____ Listed entries

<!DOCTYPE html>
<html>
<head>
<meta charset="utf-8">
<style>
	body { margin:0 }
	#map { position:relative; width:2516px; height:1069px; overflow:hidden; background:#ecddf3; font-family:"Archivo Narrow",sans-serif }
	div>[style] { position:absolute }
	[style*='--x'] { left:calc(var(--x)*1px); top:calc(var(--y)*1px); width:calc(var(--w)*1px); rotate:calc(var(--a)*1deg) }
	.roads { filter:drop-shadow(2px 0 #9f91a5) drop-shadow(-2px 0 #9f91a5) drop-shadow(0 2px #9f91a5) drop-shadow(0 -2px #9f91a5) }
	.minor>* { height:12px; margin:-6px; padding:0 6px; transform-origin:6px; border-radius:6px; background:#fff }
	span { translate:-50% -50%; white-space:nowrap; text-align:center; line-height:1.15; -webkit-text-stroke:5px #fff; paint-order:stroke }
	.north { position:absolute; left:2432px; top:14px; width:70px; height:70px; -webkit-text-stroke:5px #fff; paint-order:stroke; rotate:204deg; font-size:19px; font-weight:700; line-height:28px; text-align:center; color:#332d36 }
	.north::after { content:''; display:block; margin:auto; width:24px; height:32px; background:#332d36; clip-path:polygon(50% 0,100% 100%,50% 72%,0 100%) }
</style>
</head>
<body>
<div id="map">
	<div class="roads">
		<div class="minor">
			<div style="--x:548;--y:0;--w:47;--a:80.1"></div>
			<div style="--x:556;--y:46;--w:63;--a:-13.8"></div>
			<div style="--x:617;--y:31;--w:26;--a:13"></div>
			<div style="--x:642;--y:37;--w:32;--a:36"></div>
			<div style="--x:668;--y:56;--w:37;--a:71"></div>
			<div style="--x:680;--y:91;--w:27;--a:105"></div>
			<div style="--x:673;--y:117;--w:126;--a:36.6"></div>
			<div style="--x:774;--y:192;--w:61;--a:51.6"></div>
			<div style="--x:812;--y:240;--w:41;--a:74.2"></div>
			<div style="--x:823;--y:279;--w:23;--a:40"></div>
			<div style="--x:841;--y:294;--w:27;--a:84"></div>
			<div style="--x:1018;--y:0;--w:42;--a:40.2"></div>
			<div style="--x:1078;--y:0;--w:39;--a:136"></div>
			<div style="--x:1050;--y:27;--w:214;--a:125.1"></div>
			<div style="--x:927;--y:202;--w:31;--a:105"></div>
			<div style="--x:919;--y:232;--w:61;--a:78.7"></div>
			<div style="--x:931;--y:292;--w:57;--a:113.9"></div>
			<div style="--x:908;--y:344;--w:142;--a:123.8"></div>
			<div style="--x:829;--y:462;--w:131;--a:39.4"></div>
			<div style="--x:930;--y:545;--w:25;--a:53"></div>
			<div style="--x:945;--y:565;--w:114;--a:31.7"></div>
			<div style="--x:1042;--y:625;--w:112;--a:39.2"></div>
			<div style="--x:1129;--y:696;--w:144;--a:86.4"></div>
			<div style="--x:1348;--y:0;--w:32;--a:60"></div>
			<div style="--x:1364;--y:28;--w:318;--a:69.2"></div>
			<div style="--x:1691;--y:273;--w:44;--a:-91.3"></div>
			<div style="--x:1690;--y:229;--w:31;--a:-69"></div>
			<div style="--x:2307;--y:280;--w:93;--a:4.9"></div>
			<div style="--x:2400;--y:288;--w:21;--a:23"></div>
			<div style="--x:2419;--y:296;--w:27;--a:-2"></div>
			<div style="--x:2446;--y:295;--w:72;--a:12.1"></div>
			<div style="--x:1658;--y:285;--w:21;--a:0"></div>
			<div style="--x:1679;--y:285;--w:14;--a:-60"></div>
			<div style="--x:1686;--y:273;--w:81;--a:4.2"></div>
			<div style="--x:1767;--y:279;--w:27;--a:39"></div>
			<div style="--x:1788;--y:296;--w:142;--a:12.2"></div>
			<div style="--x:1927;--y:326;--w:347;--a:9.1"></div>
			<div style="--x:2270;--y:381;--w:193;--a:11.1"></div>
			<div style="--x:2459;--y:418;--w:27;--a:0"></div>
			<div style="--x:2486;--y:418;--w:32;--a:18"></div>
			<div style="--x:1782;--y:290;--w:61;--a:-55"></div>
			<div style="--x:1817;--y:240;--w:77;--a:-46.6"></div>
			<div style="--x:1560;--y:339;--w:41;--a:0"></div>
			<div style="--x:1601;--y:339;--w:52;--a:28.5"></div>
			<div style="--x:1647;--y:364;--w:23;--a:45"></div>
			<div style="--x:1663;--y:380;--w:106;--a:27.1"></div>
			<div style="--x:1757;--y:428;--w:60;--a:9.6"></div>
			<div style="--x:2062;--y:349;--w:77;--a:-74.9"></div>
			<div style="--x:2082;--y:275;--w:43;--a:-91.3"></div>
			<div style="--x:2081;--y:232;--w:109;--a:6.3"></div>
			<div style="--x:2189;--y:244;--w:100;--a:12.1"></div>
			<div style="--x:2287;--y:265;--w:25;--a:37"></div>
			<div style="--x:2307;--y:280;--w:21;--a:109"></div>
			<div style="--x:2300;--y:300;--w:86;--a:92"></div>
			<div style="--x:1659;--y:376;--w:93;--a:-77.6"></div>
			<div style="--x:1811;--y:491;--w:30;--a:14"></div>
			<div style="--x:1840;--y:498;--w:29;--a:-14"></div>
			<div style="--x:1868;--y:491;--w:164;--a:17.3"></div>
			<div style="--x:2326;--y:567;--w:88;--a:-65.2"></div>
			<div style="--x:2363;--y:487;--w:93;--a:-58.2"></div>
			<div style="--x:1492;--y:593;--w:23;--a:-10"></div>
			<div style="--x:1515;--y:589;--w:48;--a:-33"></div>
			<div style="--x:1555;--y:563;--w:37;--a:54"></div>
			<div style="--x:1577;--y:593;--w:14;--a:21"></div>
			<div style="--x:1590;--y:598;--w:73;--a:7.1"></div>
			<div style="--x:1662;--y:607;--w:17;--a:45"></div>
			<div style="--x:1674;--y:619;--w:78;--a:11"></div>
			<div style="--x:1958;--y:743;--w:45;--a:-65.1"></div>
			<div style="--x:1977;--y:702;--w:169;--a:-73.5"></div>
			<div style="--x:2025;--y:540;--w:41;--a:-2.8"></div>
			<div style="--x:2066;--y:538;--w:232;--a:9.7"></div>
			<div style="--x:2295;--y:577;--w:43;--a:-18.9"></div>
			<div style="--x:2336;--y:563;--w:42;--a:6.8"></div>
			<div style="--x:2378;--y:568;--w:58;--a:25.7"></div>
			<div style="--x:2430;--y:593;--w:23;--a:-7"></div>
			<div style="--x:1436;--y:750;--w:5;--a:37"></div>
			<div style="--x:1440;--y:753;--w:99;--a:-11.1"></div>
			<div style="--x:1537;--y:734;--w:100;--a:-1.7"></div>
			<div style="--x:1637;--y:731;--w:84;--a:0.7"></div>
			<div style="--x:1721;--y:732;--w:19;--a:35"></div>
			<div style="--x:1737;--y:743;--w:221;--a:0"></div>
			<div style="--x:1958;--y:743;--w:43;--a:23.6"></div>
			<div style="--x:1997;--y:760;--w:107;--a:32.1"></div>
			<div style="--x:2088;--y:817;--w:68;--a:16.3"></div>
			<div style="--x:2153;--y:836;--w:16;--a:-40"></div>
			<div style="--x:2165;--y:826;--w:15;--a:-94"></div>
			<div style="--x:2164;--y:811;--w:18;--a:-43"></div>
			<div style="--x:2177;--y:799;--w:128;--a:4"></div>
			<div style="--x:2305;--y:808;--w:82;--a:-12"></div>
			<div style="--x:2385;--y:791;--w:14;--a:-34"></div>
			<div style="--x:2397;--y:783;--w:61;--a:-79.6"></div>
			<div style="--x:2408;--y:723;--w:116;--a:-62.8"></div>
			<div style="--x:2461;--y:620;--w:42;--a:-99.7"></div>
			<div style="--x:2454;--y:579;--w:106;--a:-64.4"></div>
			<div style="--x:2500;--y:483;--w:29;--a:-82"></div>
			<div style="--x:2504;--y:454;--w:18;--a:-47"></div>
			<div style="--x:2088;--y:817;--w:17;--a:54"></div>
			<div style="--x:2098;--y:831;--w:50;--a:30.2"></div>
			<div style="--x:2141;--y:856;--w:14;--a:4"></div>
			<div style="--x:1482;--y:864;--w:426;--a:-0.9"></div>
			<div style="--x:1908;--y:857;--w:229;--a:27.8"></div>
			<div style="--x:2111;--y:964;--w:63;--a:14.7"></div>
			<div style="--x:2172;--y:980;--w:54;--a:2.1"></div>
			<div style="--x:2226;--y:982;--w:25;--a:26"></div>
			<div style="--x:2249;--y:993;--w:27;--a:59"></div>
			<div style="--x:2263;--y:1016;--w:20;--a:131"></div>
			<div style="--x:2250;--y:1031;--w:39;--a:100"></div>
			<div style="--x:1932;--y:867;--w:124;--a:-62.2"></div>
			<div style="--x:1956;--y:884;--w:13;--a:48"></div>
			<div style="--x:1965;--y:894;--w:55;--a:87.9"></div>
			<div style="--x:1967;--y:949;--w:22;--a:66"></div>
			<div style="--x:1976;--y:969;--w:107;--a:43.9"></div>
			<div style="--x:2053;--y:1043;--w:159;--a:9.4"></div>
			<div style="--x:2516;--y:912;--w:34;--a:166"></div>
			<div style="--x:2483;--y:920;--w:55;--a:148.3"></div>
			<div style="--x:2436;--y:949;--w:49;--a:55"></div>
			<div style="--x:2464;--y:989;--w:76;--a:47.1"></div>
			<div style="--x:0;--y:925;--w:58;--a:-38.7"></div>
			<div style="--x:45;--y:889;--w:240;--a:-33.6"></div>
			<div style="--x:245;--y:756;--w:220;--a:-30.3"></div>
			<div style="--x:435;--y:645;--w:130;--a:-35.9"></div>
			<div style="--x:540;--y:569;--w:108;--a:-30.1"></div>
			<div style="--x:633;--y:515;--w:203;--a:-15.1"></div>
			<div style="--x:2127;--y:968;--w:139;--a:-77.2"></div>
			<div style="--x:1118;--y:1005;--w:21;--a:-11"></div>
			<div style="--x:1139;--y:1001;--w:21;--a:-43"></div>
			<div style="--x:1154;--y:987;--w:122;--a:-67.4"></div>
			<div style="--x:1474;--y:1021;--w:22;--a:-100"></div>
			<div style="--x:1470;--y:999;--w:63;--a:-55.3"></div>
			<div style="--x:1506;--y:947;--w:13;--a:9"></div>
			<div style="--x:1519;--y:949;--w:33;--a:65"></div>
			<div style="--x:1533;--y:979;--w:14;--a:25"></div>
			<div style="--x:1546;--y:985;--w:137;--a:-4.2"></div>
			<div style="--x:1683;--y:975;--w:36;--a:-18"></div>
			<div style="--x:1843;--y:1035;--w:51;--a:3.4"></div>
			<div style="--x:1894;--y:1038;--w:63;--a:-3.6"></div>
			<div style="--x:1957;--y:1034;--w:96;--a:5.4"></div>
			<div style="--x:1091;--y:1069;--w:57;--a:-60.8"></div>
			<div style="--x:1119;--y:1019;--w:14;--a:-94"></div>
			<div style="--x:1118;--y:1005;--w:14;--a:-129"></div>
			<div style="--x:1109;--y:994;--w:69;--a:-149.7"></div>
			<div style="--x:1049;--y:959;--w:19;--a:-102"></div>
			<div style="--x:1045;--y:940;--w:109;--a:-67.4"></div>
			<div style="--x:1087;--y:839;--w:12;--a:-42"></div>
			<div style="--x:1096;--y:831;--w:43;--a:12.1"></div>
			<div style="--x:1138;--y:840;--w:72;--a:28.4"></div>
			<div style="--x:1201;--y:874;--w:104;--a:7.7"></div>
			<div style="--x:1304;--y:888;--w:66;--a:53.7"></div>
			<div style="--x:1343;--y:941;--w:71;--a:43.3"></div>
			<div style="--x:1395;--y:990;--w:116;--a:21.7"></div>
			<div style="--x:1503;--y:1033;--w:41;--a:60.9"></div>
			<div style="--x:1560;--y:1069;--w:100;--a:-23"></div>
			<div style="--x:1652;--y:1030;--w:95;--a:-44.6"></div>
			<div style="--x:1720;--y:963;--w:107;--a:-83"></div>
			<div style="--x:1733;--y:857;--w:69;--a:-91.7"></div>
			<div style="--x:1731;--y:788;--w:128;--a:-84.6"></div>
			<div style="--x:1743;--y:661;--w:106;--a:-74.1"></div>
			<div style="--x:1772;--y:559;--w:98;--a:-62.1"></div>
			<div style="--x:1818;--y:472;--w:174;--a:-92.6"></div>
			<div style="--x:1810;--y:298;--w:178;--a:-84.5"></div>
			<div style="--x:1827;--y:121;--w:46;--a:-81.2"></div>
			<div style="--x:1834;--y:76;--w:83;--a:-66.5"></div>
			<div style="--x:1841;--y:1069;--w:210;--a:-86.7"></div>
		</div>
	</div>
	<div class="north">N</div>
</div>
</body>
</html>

________

▸ Activity:
Provide the count, and nothing else, of lines in the data above where the word "absolute" occurs.

▸ Response to the task:
2